It has come to the attention of the progressive professionals who run the City of Concord that plowing newly constructed sidewalks is putting pressure on the city budget.
Somehow they have discovered a flaw in the “let’s build sidewalks and get some national recognition” for our smart growth plan.
The Winter 2011 flaws:
1. Federal free money has dried up – that never crossed their minds.
2. A court case from the 1890’s keeps the city from mandating property owners clear abutting sidewalks – like old court cases and constitutional rights mean anything to city officials in 2011.
3. Extra sidewalk plows needed to be purchased – instead of consulting fees for and endless array of other city plans?
4. Looks like global warming has brought more snow in recent years – but most people expected that, right?
5. And then you have the non-profit Concord 2020 vision for downtown Concord whose top thinker had this to say in the above article: Jennifer Kretovic, executive director of Concord 2020, said current sidewalk policy creates an unsustainable model. "It's a struggle, because there are areas where we need to have sidewalks put in . . . but yet how do we get the resources out there to get the areas plowed?" she said.

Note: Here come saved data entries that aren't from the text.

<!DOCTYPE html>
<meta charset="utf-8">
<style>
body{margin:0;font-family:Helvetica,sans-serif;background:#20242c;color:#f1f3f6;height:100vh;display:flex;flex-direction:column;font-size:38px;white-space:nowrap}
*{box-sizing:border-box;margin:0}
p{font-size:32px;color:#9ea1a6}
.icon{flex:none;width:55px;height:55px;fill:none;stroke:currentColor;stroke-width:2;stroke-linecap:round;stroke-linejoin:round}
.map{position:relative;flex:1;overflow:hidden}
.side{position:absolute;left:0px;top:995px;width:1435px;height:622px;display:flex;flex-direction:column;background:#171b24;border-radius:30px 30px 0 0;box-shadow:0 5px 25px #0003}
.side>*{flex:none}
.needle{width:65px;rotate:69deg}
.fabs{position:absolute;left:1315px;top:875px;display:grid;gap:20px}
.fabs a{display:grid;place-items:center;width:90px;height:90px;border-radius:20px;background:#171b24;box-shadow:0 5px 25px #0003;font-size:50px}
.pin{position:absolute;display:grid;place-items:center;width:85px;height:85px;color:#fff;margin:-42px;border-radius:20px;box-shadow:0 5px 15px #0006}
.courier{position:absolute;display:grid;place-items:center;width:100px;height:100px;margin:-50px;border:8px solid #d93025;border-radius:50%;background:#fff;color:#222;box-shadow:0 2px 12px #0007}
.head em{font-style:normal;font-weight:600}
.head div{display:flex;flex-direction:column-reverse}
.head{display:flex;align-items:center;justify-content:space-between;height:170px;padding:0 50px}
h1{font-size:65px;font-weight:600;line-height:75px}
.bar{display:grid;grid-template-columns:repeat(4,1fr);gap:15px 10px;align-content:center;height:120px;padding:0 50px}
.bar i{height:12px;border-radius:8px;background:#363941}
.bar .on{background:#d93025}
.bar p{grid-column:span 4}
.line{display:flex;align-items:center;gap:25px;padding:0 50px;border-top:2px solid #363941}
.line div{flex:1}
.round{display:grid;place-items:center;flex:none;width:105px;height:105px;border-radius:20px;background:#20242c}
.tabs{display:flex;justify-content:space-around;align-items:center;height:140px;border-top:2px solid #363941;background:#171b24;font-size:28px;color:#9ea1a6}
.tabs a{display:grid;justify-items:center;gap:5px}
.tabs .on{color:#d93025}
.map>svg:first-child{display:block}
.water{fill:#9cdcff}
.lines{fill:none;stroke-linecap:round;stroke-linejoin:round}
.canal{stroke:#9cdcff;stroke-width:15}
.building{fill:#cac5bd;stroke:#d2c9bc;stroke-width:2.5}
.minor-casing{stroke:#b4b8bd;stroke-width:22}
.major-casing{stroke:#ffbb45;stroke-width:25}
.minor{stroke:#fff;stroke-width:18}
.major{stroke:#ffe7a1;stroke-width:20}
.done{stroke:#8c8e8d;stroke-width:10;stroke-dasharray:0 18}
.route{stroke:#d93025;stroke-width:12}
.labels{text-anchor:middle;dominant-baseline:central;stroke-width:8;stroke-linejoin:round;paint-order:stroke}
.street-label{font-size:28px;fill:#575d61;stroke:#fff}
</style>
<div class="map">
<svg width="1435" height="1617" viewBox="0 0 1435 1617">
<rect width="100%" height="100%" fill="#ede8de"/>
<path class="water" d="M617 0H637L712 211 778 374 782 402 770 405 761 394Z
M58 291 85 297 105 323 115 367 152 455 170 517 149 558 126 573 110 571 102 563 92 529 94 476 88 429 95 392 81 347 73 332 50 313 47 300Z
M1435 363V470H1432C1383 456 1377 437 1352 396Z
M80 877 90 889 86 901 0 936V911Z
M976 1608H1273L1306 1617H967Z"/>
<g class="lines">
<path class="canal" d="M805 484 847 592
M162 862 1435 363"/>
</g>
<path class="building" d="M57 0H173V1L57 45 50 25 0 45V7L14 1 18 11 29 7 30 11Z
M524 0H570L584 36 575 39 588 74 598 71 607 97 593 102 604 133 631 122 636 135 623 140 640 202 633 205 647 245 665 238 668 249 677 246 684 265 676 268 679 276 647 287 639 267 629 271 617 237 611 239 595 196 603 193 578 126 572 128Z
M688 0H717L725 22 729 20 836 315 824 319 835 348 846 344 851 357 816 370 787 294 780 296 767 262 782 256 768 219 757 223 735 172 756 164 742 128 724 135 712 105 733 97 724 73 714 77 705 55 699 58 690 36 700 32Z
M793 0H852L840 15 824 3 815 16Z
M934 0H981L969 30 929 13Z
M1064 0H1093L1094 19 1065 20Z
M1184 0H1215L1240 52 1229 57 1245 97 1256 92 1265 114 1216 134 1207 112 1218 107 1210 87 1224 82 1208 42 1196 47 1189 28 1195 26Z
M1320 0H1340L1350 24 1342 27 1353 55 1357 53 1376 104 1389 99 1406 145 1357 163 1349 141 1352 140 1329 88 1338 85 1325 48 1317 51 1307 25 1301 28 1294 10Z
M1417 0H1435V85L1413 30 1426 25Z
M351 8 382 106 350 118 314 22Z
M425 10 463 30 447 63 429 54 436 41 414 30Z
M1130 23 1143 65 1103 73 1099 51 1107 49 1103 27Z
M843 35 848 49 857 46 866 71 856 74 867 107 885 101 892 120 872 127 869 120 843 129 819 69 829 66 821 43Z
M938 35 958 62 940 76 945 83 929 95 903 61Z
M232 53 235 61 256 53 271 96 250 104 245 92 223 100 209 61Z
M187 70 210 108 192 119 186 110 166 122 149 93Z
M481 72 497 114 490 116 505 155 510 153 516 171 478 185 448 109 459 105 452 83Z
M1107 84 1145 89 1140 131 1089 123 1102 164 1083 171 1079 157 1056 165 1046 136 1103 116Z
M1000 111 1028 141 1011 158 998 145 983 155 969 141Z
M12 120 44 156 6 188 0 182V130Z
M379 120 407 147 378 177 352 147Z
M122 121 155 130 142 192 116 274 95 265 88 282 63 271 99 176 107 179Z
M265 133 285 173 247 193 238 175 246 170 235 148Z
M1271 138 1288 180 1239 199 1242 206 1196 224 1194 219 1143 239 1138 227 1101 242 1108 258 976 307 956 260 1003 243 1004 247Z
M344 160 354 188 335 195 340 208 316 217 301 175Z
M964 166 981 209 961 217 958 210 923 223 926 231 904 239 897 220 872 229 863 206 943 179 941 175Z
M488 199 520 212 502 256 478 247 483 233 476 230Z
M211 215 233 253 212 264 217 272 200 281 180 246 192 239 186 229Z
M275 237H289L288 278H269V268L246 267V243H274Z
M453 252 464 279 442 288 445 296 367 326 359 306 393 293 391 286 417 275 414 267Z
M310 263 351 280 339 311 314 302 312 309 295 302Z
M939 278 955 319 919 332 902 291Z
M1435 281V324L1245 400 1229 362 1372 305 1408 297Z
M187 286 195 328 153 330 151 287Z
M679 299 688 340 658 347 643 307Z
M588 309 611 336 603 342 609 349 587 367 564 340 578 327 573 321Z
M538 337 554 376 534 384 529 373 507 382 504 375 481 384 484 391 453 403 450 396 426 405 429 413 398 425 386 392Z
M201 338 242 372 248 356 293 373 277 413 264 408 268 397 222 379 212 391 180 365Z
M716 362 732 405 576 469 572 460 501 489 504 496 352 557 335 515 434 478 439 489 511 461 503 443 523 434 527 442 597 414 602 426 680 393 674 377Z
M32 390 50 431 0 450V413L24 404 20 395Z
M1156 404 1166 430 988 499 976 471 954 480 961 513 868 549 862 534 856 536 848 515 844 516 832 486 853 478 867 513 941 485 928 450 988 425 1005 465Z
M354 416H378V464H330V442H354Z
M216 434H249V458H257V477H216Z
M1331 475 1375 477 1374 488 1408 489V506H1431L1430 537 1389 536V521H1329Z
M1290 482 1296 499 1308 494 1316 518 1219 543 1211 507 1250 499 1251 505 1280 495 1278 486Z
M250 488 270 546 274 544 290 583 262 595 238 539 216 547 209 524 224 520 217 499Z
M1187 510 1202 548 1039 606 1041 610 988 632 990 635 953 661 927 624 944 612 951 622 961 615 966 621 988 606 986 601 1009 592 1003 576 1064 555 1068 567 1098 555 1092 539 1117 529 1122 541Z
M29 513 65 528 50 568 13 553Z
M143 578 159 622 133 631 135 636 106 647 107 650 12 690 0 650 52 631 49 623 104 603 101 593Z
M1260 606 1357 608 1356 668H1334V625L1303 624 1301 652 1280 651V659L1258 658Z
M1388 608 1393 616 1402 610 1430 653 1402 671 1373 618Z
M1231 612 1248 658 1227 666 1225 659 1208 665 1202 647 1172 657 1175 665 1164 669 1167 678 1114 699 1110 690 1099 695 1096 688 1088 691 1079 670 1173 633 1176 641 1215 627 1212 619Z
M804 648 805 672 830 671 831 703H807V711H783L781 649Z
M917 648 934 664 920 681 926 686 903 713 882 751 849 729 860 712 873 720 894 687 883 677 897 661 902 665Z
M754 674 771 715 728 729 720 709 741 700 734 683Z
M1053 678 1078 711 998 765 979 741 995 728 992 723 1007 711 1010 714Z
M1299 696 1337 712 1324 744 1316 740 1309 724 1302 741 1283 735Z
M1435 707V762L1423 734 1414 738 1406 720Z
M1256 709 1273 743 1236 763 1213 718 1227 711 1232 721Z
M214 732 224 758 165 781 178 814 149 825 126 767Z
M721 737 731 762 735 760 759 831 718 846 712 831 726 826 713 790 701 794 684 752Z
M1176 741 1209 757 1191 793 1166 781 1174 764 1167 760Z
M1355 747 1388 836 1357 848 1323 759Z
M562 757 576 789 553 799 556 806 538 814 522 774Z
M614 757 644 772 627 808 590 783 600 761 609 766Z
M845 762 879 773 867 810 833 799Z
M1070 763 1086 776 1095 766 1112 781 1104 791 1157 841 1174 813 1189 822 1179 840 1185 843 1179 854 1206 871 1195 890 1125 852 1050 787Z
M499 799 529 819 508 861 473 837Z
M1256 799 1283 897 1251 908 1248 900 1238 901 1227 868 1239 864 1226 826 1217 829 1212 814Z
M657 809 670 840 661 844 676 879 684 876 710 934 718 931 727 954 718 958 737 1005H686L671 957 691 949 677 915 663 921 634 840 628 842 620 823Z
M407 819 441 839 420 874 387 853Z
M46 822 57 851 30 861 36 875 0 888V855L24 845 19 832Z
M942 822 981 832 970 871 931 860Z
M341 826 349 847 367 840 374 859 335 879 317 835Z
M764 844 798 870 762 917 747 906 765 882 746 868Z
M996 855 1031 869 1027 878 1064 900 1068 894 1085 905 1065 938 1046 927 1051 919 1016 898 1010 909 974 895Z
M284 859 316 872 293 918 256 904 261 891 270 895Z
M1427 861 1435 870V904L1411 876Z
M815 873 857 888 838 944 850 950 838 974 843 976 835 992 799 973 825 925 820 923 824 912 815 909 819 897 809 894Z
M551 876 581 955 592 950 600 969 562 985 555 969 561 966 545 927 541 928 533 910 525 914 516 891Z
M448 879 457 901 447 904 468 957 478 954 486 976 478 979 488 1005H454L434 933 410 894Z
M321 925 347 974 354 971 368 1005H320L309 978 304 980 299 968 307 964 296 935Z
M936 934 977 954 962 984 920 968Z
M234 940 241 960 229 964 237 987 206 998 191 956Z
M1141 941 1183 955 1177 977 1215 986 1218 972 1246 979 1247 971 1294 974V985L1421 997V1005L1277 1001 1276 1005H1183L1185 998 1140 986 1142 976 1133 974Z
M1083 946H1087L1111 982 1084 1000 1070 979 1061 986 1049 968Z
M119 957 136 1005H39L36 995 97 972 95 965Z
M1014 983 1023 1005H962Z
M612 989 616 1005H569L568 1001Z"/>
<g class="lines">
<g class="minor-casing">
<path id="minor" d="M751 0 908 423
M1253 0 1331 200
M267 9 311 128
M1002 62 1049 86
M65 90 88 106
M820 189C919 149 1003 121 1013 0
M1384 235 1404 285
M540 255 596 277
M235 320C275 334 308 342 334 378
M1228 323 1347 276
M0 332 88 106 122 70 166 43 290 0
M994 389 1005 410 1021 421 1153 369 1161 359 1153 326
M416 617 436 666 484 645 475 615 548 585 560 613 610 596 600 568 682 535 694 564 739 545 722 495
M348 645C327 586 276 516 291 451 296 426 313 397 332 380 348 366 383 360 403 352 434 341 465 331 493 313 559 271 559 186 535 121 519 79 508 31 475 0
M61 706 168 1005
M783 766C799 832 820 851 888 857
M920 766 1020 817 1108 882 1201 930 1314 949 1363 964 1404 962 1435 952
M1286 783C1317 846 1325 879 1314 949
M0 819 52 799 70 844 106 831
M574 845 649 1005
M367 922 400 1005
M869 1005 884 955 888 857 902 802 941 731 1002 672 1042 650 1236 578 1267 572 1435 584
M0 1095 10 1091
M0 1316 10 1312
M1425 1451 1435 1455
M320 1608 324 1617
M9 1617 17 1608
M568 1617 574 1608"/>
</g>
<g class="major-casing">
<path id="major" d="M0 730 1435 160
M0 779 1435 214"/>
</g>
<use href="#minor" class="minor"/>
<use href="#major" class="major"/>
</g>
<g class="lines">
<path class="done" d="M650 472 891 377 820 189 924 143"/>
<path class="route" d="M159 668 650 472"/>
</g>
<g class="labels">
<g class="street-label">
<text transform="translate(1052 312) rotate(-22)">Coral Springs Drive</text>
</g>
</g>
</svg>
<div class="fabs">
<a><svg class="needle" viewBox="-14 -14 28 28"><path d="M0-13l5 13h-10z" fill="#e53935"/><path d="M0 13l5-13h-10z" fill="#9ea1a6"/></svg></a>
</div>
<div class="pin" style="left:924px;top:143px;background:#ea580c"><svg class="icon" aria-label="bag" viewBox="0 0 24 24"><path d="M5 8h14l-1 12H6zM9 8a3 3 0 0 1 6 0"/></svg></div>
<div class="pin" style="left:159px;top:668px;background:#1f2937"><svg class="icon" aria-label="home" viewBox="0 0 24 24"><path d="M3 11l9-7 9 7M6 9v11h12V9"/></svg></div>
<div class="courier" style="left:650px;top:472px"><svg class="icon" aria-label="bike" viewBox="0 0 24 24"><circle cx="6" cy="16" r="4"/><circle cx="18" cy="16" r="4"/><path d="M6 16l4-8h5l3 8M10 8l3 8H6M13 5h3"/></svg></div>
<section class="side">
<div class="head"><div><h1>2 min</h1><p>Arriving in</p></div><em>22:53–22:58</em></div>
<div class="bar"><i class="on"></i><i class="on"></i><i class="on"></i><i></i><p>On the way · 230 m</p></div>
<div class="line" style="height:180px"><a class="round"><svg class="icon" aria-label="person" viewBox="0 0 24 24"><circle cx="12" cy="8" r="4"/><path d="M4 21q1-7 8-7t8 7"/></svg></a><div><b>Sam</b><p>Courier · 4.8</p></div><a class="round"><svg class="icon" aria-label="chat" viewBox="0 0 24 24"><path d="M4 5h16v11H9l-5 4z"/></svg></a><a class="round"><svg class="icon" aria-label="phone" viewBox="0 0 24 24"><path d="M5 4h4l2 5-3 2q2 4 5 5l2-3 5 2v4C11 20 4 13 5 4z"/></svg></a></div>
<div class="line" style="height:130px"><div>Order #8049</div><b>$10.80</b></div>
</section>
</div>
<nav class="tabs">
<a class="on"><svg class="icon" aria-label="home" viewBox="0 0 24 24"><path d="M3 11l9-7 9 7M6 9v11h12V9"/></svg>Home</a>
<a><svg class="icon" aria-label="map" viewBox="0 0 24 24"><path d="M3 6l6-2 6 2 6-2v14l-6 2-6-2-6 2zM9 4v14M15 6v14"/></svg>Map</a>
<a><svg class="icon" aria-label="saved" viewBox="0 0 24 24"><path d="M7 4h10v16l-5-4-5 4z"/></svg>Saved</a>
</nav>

6. In an earlier article, pre-2011 snowstorms, in the same Concord paper Jennifer was selling this vision for Concord: Jennifer Kretovic, executive director of Concord 2020, gave an estimated cost of nearly $7.2 million for the project last night, though she warned that figure is a placeholder and based on the 2006 proposals. The city would seek 80 percent of the project cost in federal grants, she said, with the city providing the remaining 20 percent.
This leaves some questions:
1. Isn’t the bait and switch Federal/State matching grant scheme always the way these things wind up costing locals in the end?

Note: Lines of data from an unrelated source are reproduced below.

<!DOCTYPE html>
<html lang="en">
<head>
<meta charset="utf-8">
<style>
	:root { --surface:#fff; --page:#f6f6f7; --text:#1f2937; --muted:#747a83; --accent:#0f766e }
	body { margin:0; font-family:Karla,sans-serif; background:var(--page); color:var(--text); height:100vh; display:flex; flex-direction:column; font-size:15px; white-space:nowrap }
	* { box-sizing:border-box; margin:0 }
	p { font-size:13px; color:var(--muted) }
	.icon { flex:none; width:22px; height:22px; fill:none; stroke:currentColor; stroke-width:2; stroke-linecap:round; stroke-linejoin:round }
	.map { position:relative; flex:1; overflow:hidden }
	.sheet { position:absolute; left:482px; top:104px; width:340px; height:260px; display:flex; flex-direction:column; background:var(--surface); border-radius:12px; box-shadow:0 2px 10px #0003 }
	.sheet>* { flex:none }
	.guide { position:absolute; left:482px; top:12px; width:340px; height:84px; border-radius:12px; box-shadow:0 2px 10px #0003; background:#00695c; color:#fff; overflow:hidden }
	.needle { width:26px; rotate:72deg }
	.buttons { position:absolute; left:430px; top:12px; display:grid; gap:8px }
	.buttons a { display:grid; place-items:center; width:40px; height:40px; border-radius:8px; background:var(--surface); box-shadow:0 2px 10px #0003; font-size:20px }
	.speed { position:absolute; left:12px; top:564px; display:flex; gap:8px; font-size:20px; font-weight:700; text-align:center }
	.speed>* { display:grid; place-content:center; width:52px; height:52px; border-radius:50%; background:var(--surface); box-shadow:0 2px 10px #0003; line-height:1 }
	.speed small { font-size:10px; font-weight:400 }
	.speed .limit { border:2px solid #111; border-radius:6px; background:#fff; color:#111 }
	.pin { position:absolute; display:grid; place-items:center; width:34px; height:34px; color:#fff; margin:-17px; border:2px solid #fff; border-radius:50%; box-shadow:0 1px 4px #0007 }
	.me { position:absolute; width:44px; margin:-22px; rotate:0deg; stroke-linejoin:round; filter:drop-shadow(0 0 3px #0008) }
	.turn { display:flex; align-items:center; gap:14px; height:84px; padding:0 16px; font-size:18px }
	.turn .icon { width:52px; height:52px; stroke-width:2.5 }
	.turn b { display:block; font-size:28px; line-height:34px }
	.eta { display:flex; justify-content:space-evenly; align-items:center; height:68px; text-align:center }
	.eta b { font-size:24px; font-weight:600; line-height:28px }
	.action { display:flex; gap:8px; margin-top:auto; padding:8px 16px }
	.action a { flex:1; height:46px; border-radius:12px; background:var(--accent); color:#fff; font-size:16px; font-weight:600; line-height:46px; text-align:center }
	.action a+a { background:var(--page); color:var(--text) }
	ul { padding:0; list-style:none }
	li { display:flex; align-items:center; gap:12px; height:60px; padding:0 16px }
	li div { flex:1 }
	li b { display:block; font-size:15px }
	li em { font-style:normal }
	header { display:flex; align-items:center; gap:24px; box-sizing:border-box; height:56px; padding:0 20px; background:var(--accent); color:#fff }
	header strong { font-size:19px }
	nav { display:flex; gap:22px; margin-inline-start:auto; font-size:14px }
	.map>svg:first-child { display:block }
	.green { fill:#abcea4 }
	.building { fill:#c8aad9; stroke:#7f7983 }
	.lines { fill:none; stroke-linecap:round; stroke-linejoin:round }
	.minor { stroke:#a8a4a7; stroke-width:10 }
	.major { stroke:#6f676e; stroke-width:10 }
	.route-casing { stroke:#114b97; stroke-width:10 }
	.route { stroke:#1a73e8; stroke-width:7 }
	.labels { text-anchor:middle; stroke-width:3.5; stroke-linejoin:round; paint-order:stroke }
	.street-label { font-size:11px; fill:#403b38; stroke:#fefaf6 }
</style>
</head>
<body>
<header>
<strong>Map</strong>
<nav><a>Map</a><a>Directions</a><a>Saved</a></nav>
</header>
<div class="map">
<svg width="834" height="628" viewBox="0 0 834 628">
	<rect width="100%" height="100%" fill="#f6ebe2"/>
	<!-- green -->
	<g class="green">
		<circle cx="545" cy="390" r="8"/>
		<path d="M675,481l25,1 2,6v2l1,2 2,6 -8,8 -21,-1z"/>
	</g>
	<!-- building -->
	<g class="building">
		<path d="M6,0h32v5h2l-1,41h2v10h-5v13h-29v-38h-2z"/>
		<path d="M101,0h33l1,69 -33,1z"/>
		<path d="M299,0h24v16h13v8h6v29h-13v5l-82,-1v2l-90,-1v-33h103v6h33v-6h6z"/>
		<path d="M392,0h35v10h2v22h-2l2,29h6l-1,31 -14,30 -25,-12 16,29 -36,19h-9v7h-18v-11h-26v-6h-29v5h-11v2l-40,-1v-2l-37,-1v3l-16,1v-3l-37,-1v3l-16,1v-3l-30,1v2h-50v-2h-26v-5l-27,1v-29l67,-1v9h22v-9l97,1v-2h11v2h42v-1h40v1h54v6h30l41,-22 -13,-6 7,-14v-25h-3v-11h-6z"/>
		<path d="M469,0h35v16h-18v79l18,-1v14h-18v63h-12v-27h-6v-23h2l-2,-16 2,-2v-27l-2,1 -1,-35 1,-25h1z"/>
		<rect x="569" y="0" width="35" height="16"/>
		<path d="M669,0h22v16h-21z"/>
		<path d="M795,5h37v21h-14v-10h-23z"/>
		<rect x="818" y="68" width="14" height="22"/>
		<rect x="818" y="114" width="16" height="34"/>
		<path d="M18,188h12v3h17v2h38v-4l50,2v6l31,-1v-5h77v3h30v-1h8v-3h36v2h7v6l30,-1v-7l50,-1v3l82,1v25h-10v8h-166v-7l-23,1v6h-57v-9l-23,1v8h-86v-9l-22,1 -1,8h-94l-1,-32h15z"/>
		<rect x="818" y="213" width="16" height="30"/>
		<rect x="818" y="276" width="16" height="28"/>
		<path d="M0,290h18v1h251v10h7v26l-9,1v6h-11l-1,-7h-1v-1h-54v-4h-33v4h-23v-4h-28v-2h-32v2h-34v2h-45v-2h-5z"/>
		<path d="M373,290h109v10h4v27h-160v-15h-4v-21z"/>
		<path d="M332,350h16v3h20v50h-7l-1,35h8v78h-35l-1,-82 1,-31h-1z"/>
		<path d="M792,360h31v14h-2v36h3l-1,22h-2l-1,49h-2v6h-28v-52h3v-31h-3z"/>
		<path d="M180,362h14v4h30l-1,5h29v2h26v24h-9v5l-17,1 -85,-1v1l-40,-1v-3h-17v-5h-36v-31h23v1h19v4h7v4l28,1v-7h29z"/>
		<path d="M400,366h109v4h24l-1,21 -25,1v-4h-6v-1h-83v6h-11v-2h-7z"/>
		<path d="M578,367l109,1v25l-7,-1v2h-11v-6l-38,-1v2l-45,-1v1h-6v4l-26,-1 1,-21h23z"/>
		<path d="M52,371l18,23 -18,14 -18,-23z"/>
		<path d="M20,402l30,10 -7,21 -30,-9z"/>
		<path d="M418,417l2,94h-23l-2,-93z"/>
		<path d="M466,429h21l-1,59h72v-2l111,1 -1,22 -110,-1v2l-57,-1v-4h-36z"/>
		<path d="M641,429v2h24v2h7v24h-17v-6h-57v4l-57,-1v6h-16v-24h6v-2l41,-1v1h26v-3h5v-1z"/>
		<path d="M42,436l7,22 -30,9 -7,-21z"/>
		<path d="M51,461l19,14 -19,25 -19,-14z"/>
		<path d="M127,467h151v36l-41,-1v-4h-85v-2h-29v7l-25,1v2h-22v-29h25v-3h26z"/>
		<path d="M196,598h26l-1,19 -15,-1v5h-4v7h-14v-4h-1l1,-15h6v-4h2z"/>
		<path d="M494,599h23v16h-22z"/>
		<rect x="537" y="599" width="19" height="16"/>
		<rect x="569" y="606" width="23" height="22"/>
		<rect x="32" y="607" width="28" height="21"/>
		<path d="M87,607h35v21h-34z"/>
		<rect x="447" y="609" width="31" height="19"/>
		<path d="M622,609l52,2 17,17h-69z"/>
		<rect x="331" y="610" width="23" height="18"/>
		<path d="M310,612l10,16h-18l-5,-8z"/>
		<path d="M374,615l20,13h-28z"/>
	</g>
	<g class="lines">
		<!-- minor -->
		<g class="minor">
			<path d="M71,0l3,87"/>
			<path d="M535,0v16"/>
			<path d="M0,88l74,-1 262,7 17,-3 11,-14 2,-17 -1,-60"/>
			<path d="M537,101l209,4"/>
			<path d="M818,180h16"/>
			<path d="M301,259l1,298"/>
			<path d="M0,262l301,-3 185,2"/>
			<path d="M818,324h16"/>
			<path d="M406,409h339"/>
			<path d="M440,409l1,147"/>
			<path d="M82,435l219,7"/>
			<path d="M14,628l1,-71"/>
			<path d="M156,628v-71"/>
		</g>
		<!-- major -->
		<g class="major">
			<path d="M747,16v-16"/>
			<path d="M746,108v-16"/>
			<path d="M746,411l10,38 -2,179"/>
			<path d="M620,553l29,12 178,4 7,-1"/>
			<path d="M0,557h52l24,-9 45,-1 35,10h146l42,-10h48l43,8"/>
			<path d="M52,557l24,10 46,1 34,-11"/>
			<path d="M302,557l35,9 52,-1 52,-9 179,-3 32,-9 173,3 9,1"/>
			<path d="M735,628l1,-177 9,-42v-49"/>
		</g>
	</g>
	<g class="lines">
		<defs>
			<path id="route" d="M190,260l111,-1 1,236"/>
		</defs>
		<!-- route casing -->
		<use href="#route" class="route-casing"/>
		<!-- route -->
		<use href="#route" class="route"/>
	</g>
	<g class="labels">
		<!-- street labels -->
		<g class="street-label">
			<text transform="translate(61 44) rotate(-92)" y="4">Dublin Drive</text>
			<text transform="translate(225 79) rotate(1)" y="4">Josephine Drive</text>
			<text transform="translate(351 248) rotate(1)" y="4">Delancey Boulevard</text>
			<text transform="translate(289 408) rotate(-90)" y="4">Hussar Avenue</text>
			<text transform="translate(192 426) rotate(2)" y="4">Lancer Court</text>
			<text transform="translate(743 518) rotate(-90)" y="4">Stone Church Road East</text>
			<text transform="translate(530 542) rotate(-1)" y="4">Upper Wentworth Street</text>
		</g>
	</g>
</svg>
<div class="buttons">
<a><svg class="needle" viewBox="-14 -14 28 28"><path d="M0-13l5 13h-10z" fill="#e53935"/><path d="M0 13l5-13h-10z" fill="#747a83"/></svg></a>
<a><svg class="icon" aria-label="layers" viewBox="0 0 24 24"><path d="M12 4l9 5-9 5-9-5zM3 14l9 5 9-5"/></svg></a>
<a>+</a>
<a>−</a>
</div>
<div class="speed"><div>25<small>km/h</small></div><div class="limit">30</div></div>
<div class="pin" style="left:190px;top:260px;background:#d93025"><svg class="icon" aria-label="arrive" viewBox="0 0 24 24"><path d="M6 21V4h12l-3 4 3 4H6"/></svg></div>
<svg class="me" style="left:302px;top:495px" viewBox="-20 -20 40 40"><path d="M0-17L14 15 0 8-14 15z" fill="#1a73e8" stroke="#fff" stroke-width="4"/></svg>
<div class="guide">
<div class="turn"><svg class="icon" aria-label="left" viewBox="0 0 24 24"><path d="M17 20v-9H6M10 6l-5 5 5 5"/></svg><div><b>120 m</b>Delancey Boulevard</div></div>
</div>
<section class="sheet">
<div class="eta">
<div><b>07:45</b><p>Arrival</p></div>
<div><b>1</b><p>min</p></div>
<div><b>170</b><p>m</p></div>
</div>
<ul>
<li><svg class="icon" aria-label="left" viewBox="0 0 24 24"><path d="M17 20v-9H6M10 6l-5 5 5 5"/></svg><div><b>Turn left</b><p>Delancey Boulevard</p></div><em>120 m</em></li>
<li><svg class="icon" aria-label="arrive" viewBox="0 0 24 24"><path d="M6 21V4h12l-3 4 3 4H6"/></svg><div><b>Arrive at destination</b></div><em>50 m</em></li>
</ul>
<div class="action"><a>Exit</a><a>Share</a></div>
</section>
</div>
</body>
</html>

2. If Concord 2020 has this vision of wider more elaborate sidewalks for Concord how did future annual costs not fit in?
3. Shouldn’t City Manager Aspell have a sheet of paper with some line item questions such as: how much will this proposed spending increase maintenance budgets and will new equipment and employees be required?
4. If people want to exercise in deep snow couldn’t they just jog around in the new city parking garage? It’s almost empty all the time.
One final nagging question:
Don’t the assessing officials in Concord raise the property values for people who abut new or revamped sidewalks? Are we supposed to believe the city doesn’t know how much new revenue it generated by adding new sidewalks?